ABD Suriye’de makas değiştirmeye başladığında (belki “makas değiştirdiği” yerine “niyetini daha açık gösterdiği” demek gerek), Türkiye ciddi kaygı duymaya başladı. Haklıydı, çünkü Suriye’deki kilitlenme içeride istikrarını ciddi biçimde tehdit ediyordu. ABD de bunu görüyordu. Çatışmaların uzamasının ABD’nin de tanıdığı meşru Suriye güçlerinin değil radikal grupların belirginleşmesine sebep olacağı konusunda Türkiye de sürekli uyardı. Ama buna rağmen -belki de tam da bu olsun diye- ABD çözüm getirmeyeceği herkes tarafından öngörülebilecek bir yol izlemeye başladı.

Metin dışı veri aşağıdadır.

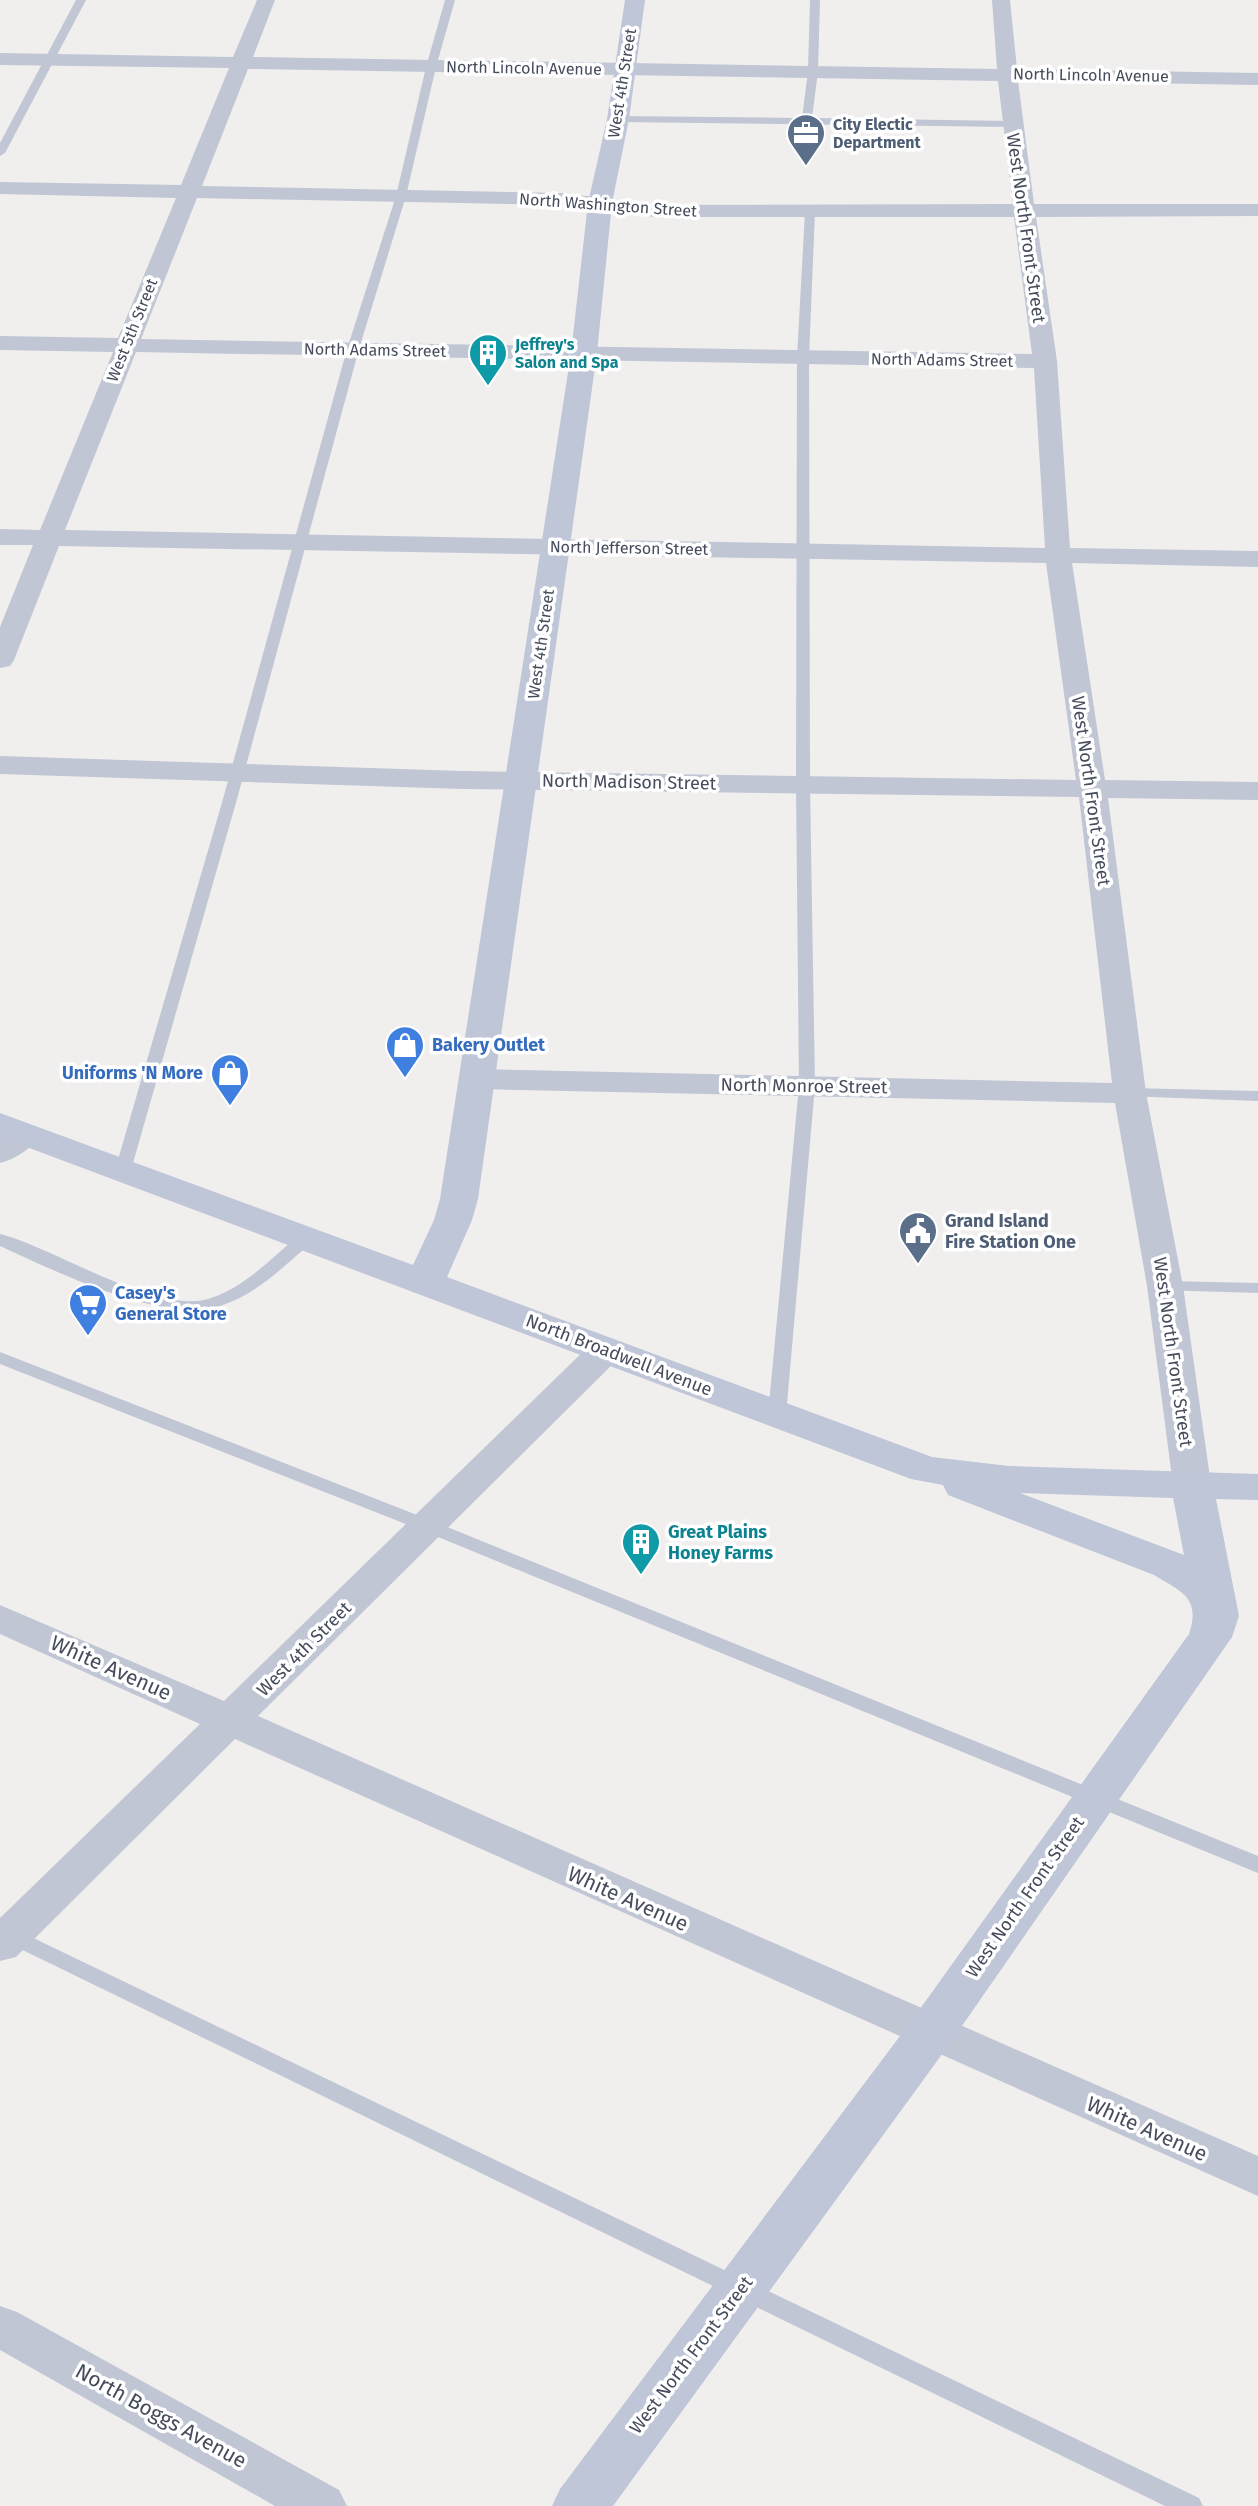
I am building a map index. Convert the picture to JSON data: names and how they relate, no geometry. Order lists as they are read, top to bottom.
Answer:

Sonuçta Türkiye’nin en çok korktuğu durumlardan biri gerçekleşti: Suriye’de kendisine bir yandan yönetebileceği Kürdistan vaat edilen, diğer yandan da IŞİD ile terbiye edilen PKK, ateşkesi bozdu ve Çözüm Süreci’ni sona erdirdi.
Bugün de Rusya olanca hoyratlığıyla, bir yandan hastane ve okul bombalarken, sınırın hemen ötesindeki Türkmen yerleşimlerinin işgaline veya şimdi “kara gücümüz” dediği PYD’nin Kürt bölgelerinin dışındaki yerlere yönelik saldırılarına ses çıkarmayan ABD, bir de üstüne Türkiye’nin müdahalesini de eleştirerek onu iyice köşeye sıkıştırmaya çalışıyor.
Mesele Sadece Türkiye Değil
Mesela “AKP iktidarı” değil.
Eğer 17-25 Aralık’ta hükümet yıkılmış olsaydı, çok muhtemeldir ki yeni hükümet, öncekini yıkan iradenin isteği doğrultusunda Suriye’ye sokulabilecekti. Belki de o süreçlerde hükümetin yıkılmaması, Türkiye’yi bu felaketten bugüne kadar korudu.
Ama bugün de ABD, burnunun dibindeki Türkmenlerin Rusya tarafından bombalamasına göz yumarak veya bu durumu kullanarak onu sıkıştırmaya, hata yapmaya zorluyor. Bu anlamda Rusya’nın ifa ettiği rolden de çok şikâyetçi görünmüyor. Başka konulardaki bütün ihtilaflarına rağmen Suriye’den kalanı da tüketecek dehşet dengesinin devamında onun oynadığı rolden de.
Görünen o ki, bugün Ortadoğu İslam coğrafyasında süreklilik arzeden bir istikrarsızlığı muhafazayı bir politika olarak tercih ediyor.
Ayağını bastığı yerde etnik çatışmalara daha önce yaşanmamış mezhep kavgaları ekleniyor. Çatışmalar bitmiyor, karmaşıklaşıyor. Askeri diktatörlükleri veya otoriter monarşileri, işleyen bir parlamentoya, iplerini elinde tutabileceği yeni Saddam’ları, Sisi’leri Esat’ları da seçimle gelen Müslüman demokratlara tercih ediyor.
Ayakları yere sağlam basan ülkeler bugün onun gerçek Ortadoğu perspektifine aykırı görünüyor ve galiba Türkiye de kötü durumda olmamasının bedelini ödüyor. Kendisi için, tüm bölge halklarının geleceği için de hata yapmaması şart.